%%
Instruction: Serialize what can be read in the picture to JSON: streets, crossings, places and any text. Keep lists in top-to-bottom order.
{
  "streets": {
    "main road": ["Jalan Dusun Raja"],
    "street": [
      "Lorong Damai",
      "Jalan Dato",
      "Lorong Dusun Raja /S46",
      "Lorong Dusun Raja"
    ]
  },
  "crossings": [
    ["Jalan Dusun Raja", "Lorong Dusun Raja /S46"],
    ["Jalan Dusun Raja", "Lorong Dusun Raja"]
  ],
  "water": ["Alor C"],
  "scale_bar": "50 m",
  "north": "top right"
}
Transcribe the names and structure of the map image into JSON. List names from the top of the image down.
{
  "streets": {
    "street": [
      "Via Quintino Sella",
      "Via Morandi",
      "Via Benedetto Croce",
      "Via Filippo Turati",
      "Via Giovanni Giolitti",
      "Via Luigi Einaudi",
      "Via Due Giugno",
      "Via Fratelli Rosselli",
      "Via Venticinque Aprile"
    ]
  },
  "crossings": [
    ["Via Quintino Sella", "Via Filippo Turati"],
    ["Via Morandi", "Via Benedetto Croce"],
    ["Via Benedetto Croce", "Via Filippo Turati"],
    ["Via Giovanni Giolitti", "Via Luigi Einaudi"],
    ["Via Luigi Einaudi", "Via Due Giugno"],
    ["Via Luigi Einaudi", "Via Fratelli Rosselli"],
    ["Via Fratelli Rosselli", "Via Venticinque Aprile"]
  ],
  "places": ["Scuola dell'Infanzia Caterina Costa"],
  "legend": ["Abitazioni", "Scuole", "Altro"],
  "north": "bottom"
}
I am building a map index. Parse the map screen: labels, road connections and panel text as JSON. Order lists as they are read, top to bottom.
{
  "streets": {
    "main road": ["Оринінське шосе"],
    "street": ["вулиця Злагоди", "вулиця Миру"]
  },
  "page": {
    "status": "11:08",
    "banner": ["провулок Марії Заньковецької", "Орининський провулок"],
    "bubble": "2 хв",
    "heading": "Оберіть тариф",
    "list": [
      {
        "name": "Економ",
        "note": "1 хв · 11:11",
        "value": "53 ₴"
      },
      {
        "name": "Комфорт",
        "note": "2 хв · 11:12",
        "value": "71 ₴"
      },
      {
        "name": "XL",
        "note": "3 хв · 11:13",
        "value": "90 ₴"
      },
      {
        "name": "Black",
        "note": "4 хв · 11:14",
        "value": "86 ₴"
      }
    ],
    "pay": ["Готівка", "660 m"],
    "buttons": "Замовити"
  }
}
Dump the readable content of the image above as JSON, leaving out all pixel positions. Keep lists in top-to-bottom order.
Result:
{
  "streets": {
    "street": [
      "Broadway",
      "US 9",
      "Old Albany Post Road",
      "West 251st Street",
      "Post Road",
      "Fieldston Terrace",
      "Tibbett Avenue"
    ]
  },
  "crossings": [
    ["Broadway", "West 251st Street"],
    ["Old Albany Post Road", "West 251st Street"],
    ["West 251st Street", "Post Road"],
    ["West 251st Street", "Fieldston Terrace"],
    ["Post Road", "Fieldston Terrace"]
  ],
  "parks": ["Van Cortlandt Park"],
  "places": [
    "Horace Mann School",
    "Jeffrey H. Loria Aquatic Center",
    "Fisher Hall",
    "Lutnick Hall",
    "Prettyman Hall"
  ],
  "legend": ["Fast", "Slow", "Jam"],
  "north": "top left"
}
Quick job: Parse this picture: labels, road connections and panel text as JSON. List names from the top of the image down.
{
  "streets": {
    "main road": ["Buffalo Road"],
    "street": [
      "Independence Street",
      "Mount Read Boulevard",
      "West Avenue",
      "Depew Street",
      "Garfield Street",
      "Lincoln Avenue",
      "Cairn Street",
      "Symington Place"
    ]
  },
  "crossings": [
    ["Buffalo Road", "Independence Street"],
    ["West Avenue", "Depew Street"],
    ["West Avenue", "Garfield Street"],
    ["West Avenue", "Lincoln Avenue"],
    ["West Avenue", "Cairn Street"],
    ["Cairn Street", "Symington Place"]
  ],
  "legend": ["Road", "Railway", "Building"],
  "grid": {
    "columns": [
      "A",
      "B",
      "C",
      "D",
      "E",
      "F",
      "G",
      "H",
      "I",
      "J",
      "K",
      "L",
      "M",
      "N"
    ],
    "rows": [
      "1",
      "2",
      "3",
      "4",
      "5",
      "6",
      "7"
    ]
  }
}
%%
What to do - Please transcribe the listing in its entirety, exactly.

Written response -
Instruction: Serialize what can be read in the picture to JSON: streets, crossings, places and any text. Keep lists in top-to-bottom order.
{
  "streets": {
    "main road": ["Jalan Dusun Raja"],
    "street": [
      "Lorong Damai",
      "Jalan Dato",
      "Lorong Dusun Raja /S46",
      "Lorong Dusun Raja"
    ]
  },
  "crossings": [
    ["Jalan Dusun Raja", "Lorong Dusun Raja /S46"],
    ["Jalan Dusun Raja", "Lorong Dusun Raja"]
  ],
  "water": ["Alor C"],
  "scale_bar": "50 m",
  "north": "top right"
}
Transcribe the names and structure of the map image into JSON. List names from the top of the image down.
{
  "streets": {
    "street": [
      "Via Quintino Sella",
      "Via Morandi",
      "Via Benedetto Croce",
      "Via Filippo Turati",
      "Via Giovanni Giolitti",
      "Via Luigi Einaudi",
      "Via Due Giugno",
      "Via Fratelli Rosselli",
      "Via Venticinque Aprile"
    ]
  },
  "crossings": [
    ["Via Quintino Sella", "Via Filippo Turati"],
    ["Via Morandi", "Via Benedetto Croce"],
    ["Via Benedetto Croce", "Via Filippo Turati"],
    ["Via Giovanni Giolitti", "Via Luigi Einaudi"],
    ["Via Luigi Einaudi", "Via Due Giugno"],
    ["Via Luigi Einaudi", "Via Fratelli Rosselli"],
    ["Via Fratelli Rosselli", "Via Venticinque Aprile"]
  ],
  "places": ["Scuola dell'Infanzia Caterina Costa"],
  "legend": ["Abitazioni", "Scuole", "Altro"],
  "north": "bottom"
}
I am building a map index. Parse the map screen: labels, road connections and panel text as JSON. Order lists as they are read, top to bottom.
{
  "streets": {
    "main road": ["Оринінське шосе"],
    "street": ["вулиця Злагоди", "вулиця Миру"]
  },
  "page": {
    "status": "11:08",
    "banner": ["провулок Марії Заньковецької", "Орининський провулок"],
    "bubble": "2 хв",
    "heading": "Оберіть тариф",
    "list": [
      {
        "name": "Економ",
        "note": "1 хв · 11:11",
        "value": "53 ₴"
      },
      {
        "name": "Комфорт",
        "note": "2 хв · 11:12",
        "value": "71 ₴"
      },
      {
        "name": "XL",
        "note": "3 хв · 11:13",
        "value": "90 ₴"
      },
      {
        "name": "Black",
        "note": "4 хв · 11:14",
        "value": "86 ₴"
      }
    ],
    "pay": ["Готівка", "660 m"],
    "buttons": "Замовити"
  }
}
Dump the readable content of the image above as JSON, leaving out all pixel positions. Keep lists in top-to-bottom order.
Result:
{
  "streets": {
    "street": [
      "Broadway",
      "US 9",
      "Old Albany Post Road",
      "West 251st Street",
      "Post Road",
      "Fieldston Terrace",
      "Tibbett Avenue"
    ]
  },
  "crossings": [
    ["Broadway", "West 251st Street"],
    ["Old Albany Post Road", "West 251st Street"],
    ["West 251st Street", "Post Road"],
    ["West 251st Street", "Fieldston Terrace"],
    ["Post Road", "Fieldston Terrace"]
  ],
  "parks": ["Van Cortlandt Park"],
  "places": [
    "Horace Mann School",
    "Jeffrey H. Loria Aquatic Center",
    "Fisher Hall",
    "Lutnick Hall",
    "Prettyman Hall"
  ],
  "legend": ["Fast", "Slow", "Jam"],
  "north": "top left"
}
Quick job: Parse this picture: labels, road connections and panel text as JSON. List names from the top of the image down.
{
  "streets": {
    "main road": ["Buffalo Road"],
    "street": [
      "Independence Street",
      "Mount Read Boulevard",
      "West Avenue",
      "Depew Street",
      "Garfield Street",
      "Lincoln Avenue",
      "Cairn Street",
      "Symington Place"
    ]
  },
  "crossings": [
    ["Buffalo Road", "Independence Street"],
    ["West Avenue", "Depew Street"],
    ["West Avenue", "Garfield Street"],
    ["West Avenue", "Lincoln Avenue"],
    ["West Avenue", "Cairn Street"],
    ["Cairn Street", "Symington Place"]
  ],
  "legend": ["Road", "Railway", "Building"],
  "grid": {
    "columns": [
      "A",
      "B",
      "C",
      "D",
      "E",
      "F",
      "G",
      "H",
      "I",
      "J",
      "K",
      "L",
      "M",
      "N"
    ],
    "rows": [
      "1",
      "2",
      "3",
      "4",
      "5",
      "6",
      "7"
    ]
  }
}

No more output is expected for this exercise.